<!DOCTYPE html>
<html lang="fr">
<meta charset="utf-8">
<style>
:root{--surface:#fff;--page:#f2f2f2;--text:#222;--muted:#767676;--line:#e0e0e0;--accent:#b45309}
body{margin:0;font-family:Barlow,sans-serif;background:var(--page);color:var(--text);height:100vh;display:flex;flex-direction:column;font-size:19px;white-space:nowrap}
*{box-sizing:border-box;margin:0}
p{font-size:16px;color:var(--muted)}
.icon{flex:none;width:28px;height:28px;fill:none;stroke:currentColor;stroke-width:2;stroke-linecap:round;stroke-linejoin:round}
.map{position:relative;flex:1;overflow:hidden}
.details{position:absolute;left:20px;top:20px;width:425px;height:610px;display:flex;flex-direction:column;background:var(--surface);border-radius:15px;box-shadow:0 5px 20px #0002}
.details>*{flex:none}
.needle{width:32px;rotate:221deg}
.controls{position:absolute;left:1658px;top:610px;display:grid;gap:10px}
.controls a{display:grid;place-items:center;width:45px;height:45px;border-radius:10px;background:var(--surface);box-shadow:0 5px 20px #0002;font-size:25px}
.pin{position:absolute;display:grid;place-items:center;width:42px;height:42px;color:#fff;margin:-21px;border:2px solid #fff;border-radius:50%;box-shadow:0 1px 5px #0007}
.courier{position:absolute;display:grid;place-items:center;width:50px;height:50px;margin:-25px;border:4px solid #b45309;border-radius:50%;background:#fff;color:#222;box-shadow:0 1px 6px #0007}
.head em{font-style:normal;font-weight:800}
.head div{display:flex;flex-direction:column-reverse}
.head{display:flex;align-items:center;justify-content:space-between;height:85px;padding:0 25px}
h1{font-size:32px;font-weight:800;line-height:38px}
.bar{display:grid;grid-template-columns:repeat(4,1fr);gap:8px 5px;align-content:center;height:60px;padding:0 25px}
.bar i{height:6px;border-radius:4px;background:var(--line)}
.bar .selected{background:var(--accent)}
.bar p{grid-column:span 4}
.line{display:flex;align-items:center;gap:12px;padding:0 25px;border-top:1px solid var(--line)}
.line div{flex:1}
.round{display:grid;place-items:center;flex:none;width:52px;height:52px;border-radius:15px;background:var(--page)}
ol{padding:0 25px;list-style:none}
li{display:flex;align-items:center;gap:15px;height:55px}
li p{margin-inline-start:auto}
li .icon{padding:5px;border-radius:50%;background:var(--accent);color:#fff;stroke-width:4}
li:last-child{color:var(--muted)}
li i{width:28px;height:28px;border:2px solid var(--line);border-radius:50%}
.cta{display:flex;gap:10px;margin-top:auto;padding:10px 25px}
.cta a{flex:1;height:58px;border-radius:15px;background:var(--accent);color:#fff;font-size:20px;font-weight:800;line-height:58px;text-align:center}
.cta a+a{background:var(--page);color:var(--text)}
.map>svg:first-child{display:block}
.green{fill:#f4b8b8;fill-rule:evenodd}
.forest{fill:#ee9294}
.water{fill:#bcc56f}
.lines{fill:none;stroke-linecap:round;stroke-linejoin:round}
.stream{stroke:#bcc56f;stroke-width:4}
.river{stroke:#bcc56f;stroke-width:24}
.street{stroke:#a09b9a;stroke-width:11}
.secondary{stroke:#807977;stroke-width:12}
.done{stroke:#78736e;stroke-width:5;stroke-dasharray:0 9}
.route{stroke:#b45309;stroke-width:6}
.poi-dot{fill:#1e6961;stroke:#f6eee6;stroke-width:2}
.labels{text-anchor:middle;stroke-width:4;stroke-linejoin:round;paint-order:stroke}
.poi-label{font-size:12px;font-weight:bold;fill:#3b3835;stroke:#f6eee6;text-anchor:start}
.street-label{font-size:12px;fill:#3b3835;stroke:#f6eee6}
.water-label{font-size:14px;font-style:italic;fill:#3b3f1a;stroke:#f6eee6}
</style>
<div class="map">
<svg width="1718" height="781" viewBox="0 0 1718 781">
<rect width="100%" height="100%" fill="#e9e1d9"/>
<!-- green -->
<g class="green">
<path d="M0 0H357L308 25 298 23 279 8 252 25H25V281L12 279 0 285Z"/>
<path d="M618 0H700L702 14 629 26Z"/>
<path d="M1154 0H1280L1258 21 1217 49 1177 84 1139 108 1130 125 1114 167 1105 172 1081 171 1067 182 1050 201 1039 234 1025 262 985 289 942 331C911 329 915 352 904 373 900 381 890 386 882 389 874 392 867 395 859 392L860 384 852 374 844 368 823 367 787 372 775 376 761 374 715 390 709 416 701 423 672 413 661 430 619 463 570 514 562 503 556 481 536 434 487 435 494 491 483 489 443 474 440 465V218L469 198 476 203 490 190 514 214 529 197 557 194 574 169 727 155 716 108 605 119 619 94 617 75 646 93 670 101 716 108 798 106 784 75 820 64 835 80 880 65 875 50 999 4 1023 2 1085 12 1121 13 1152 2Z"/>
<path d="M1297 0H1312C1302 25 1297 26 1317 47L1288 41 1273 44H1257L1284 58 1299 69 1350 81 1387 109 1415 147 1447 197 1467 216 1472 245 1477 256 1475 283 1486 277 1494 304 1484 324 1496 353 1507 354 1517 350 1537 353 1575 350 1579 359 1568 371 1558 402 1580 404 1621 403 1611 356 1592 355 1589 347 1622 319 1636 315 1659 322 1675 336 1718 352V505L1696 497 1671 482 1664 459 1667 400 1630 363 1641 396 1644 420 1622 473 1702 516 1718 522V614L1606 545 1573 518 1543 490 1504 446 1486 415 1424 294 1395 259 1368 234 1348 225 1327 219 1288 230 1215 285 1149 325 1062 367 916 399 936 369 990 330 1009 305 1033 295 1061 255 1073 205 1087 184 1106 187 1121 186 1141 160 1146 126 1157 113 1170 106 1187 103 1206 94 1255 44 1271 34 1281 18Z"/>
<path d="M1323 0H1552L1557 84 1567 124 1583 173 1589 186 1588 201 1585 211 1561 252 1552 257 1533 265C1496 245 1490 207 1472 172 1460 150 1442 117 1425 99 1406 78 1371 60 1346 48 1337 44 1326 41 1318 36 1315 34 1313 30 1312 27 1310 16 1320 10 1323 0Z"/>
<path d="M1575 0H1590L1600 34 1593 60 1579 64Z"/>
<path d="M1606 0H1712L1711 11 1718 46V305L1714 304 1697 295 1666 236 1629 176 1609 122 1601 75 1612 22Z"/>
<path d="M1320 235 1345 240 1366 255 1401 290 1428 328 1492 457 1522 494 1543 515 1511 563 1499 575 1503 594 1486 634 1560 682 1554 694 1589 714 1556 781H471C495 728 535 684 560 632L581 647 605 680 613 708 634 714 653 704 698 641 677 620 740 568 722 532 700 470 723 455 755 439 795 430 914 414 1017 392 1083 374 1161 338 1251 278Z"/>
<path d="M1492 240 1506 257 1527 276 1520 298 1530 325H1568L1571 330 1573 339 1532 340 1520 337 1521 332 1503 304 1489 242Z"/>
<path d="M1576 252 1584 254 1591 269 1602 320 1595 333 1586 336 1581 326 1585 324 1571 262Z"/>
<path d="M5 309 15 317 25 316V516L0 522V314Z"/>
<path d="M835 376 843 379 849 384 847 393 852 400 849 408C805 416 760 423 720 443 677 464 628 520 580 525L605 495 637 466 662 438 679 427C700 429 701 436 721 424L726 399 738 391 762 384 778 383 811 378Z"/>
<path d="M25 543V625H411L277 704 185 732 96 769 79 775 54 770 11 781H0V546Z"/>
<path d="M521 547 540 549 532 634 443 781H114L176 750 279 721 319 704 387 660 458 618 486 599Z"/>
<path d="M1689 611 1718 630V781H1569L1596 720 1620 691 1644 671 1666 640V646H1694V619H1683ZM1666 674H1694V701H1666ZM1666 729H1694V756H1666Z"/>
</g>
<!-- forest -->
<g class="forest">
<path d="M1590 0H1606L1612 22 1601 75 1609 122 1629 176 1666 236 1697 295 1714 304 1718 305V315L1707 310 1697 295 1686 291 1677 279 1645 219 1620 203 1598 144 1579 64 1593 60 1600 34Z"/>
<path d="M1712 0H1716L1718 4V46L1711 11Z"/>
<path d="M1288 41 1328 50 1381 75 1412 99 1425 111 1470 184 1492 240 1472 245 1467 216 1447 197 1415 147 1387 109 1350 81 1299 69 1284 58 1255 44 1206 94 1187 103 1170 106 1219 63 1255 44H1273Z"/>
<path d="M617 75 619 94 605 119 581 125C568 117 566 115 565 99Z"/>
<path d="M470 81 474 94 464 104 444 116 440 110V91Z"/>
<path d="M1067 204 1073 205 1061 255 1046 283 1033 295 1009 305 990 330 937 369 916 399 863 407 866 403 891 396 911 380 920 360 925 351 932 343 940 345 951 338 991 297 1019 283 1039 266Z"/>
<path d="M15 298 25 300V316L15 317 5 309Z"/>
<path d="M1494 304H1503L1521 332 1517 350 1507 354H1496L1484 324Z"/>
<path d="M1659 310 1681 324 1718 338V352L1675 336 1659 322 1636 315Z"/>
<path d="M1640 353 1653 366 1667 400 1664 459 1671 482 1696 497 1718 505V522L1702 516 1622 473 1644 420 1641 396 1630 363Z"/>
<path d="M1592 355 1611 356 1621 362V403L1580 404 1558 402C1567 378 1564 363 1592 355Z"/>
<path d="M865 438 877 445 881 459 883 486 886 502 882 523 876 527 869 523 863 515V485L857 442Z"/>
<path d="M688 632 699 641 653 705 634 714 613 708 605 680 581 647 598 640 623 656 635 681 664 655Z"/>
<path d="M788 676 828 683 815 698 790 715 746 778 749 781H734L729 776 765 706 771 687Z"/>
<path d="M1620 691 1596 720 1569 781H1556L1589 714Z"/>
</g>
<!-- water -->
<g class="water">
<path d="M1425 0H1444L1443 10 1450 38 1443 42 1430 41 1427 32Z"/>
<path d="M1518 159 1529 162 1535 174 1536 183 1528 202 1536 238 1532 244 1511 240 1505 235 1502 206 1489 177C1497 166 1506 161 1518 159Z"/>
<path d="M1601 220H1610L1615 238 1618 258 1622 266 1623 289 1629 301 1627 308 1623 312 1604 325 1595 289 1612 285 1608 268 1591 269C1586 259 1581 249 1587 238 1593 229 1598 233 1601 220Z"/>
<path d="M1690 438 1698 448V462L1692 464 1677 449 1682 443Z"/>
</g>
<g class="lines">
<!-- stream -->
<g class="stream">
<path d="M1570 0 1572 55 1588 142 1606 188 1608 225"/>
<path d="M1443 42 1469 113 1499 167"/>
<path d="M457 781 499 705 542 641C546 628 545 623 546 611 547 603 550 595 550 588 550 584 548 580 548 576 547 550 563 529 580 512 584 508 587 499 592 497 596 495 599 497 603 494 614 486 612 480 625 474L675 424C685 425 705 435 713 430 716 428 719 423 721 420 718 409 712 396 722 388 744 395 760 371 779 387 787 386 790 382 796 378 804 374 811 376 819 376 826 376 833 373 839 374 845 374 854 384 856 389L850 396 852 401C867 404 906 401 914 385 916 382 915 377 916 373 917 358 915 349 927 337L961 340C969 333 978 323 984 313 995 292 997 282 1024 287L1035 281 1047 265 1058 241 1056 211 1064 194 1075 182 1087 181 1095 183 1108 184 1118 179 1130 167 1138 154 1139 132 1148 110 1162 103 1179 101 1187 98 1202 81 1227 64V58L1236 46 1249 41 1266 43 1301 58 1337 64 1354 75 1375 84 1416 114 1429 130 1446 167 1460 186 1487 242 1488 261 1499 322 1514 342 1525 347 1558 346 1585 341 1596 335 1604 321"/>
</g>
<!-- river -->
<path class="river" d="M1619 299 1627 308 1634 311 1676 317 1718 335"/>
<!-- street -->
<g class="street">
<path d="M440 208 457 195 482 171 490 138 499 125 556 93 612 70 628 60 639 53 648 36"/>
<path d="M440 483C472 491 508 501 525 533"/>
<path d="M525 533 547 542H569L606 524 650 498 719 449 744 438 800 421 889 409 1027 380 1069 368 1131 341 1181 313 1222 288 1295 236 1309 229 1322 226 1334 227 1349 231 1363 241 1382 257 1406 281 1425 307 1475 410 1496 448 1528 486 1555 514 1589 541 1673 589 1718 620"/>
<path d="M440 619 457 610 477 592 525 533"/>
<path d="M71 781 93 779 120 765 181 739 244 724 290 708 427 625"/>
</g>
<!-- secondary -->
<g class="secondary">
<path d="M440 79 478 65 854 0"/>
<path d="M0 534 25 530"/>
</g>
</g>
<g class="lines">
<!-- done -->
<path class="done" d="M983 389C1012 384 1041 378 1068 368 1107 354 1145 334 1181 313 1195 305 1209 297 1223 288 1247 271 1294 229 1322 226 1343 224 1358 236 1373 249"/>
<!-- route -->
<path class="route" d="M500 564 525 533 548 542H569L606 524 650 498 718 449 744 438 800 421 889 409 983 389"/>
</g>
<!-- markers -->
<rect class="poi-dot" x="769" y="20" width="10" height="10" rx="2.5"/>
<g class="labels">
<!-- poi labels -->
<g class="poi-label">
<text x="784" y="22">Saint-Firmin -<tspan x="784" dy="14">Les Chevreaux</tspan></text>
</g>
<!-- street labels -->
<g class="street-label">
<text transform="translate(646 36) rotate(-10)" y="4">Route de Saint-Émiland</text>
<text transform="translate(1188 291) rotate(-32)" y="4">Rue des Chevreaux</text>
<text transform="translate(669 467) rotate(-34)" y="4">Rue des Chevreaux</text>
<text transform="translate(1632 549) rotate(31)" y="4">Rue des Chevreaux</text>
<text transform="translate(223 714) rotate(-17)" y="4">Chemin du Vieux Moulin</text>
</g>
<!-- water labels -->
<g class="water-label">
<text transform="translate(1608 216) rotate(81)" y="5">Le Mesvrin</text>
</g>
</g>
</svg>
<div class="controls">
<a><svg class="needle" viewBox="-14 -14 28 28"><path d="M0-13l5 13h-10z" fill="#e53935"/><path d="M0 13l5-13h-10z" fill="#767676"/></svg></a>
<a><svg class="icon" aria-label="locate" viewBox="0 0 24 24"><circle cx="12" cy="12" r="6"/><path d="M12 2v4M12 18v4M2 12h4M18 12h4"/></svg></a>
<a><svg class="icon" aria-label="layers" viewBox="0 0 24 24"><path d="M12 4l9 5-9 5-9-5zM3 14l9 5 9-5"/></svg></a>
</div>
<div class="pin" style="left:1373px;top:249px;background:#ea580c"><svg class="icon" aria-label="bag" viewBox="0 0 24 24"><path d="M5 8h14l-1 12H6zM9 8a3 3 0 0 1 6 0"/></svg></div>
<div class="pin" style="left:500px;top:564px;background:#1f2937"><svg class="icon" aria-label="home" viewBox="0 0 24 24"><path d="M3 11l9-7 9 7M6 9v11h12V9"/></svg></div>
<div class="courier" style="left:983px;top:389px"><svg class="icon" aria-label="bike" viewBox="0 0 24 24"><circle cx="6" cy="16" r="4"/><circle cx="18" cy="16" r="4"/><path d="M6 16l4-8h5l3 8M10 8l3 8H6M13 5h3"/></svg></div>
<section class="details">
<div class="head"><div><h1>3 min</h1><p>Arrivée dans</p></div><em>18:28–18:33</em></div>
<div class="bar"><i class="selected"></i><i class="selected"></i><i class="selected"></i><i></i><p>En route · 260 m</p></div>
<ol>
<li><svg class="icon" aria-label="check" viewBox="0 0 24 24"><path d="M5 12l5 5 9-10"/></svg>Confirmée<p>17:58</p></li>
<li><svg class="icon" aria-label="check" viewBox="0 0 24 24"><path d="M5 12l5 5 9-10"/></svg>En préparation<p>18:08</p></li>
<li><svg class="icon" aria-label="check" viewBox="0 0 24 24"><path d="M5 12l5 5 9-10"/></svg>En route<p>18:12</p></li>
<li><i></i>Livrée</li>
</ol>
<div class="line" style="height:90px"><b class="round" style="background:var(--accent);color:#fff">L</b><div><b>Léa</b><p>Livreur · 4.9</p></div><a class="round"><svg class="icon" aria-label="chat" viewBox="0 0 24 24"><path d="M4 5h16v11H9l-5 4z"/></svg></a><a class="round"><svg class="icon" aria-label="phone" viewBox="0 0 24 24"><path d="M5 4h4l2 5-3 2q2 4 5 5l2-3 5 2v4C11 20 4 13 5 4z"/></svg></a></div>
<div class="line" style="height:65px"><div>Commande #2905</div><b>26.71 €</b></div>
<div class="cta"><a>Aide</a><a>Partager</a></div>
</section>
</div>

◆ **REQUIRED WORK**
Give only a number: how many lines of the data hold the string "shadow"?

◆ **OUTPUT FOR THIS EXERCISE**
4